The look she returned made him swallow the question.

"Right. Okay. I will, don't worry. I'm under control now. Everything's cool."

"So what are you going to do?" Professor Deedran was asking, oblivious to the fact that they had been whispering to each other. "This is just a hypothetical guess, but I'm assuming that neither of you wants to stay trapped in each other's bodies indefinitely."

"That would be a very clever assumption," Trance replied with more than a hint of sarcasm in her voice. "In situations like this, the most correct solution is usually the simplest one. We need to figure out what we did wrong, duplicate it, and try the experiment again. Hopefully, Harper and I will be returned to our own bodies."

"Yeah, but the mistake could be anything," Harper replied. "Crossed wires somewhere, an impurity in the photonic resonator, a problem with the power generator... It could take us months to figure out exactly what we did wrong – what I did wrong – and we might not survive another bang like the one we just went through."

"That's a risk we're going to have to take," Trance replied calmly. "Professor, are you still interested in helping us with this experiment?"

Deedran nodded readily. "Oh, yes, of course! I am most eager to assist you."

"Good. I suggest you start by getting your team to start looking for the components of Harper's teseract generator. They're probably scattered all across this room. Once we have them, we can see if we can find our mistake. Right now I..." She trailed off as she took one hand from the back of her neck; her palm was red with blood. "I think I need to go to medical," she finished with an odd expression on her face.

"I'll come with you," Harper said as he started out the door after her. The two left the room and its Perseid occupants behind and made their way down the long corridor beyond. "Are you gonna be all right?"
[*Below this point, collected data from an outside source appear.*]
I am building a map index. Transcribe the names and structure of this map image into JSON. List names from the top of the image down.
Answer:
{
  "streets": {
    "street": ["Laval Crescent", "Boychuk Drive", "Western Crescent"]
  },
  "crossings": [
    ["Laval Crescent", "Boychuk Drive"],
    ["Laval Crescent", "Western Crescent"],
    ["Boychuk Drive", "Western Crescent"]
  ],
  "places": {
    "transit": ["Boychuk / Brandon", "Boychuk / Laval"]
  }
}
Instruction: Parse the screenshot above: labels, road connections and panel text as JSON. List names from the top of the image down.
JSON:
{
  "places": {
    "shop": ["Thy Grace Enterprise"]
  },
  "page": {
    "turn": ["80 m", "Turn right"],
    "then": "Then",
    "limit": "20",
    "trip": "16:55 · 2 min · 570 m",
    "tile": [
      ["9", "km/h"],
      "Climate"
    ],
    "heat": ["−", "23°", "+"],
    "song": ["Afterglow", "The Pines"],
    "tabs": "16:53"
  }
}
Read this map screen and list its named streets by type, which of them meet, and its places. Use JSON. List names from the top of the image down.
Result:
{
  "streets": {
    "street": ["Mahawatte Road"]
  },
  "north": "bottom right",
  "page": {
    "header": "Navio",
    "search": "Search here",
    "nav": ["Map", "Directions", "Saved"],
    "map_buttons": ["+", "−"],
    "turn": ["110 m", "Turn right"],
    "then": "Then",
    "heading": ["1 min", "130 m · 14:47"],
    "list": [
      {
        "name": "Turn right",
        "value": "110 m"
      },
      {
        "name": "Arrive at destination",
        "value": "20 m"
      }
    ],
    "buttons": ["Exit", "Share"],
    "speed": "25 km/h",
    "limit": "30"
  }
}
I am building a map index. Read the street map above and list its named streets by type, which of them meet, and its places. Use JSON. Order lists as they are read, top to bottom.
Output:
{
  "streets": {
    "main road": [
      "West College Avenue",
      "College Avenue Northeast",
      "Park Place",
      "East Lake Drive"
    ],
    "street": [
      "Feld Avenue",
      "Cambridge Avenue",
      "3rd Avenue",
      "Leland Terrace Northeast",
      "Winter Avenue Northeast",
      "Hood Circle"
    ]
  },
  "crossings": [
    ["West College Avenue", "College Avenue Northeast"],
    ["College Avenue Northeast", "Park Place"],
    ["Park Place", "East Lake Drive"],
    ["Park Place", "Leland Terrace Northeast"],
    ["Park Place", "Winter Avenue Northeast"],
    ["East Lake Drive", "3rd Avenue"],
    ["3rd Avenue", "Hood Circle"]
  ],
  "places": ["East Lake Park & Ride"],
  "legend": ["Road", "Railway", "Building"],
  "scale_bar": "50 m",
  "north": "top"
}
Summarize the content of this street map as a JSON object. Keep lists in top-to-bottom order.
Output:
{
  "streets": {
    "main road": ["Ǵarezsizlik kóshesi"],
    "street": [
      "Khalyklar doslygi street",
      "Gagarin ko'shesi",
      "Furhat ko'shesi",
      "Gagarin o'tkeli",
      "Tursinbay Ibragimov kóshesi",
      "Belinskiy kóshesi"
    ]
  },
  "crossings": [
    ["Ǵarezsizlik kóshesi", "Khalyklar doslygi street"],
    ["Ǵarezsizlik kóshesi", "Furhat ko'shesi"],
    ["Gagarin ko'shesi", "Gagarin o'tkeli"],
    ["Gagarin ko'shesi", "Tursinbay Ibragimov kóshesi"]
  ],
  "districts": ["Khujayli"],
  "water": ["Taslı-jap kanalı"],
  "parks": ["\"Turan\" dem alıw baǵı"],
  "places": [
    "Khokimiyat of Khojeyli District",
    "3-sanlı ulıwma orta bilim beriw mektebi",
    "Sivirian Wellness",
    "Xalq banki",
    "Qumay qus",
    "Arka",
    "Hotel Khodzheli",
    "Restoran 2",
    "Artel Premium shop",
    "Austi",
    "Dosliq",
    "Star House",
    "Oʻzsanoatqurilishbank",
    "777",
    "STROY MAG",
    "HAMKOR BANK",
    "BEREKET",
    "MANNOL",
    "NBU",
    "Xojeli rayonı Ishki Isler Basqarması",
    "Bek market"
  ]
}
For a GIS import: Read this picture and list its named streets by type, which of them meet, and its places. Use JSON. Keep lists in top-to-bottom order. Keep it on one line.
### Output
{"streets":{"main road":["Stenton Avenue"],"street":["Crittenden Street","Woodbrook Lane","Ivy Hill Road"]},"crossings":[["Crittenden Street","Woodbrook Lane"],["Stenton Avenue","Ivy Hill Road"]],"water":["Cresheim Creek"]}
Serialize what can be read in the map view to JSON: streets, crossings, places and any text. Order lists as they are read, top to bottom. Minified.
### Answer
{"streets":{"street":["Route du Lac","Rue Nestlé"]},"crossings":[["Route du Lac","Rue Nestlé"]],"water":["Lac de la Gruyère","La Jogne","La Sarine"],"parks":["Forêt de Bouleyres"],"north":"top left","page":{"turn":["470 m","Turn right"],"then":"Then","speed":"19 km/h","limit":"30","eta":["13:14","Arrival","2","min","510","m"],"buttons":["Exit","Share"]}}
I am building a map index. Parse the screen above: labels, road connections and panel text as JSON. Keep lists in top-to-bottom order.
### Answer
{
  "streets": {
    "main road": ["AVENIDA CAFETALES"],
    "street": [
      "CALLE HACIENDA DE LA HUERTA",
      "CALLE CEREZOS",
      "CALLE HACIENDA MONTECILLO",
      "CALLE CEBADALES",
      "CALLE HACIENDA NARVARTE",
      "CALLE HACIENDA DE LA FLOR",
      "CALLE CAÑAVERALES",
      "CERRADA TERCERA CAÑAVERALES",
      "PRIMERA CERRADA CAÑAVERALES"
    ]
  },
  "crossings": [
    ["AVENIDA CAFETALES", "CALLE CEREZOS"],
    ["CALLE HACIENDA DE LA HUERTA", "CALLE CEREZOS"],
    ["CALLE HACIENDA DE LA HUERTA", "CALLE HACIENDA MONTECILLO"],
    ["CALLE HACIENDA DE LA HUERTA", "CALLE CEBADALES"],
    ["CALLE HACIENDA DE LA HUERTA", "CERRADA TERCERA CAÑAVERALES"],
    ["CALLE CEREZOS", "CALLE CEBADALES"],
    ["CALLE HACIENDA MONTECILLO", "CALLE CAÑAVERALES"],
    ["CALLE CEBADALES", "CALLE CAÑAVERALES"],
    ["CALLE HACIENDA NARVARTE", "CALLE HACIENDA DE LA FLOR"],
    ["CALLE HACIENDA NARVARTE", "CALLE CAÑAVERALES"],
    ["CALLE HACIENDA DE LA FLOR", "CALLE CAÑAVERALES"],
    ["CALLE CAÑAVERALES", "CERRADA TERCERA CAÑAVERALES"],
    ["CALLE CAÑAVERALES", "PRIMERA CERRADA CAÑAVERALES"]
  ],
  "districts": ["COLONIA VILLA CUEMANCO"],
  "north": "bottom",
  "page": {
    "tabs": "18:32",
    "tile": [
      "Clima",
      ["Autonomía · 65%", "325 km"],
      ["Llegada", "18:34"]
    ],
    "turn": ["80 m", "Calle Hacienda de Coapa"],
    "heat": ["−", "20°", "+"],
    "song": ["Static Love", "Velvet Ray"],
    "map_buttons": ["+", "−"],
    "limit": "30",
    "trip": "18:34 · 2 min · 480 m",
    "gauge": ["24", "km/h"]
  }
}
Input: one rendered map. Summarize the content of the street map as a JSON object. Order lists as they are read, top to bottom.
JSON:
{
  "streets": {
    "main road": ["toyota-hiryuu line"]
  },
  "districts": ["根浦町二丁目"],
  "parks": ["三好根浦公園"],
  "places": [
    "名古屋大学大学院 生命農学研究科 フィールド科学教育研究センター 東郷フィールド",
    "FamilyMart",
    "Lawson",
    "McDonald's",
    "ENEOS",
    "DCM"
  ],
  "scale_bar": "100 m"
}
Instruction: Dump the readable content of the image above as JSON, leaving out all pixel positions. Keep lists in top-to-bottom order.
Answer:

"I think so," she replied. "I don't think it's serious, it's just that... I've never had to go to medical before to treat wounds of my own."

Harper thought about that for a moment, and then realized that, besides his headache, there was nothing wrong with him. Trance's body had somehow escaped serious harm, while Trance herself – in Harper's body – was looking a little worse for the wear.

"Look, uh..." he began, "I'm really sorry Trance. I should have listened to you. I should never have undertaken this experiment. All you had to do was tell me that you knew for sure something like this would happen, and I would have listened."

Trance stopped and looked over at him. "I didn't know for sure," she said finally. "And I know how much this experiment meant to you. Besides, even if I had known, I still would have come with you, and I might even have let you go through with it anyway."

He looked confused. "What? Why?"

She grinned, and Harper noticed how brilliant a smile he had. "Who knows? We might learn something useful from this in the end." She turned away from him and continued down the hall.

Harper followed, wondering what she meant by that. Knowing Trance, whatever she meant, she was probably right.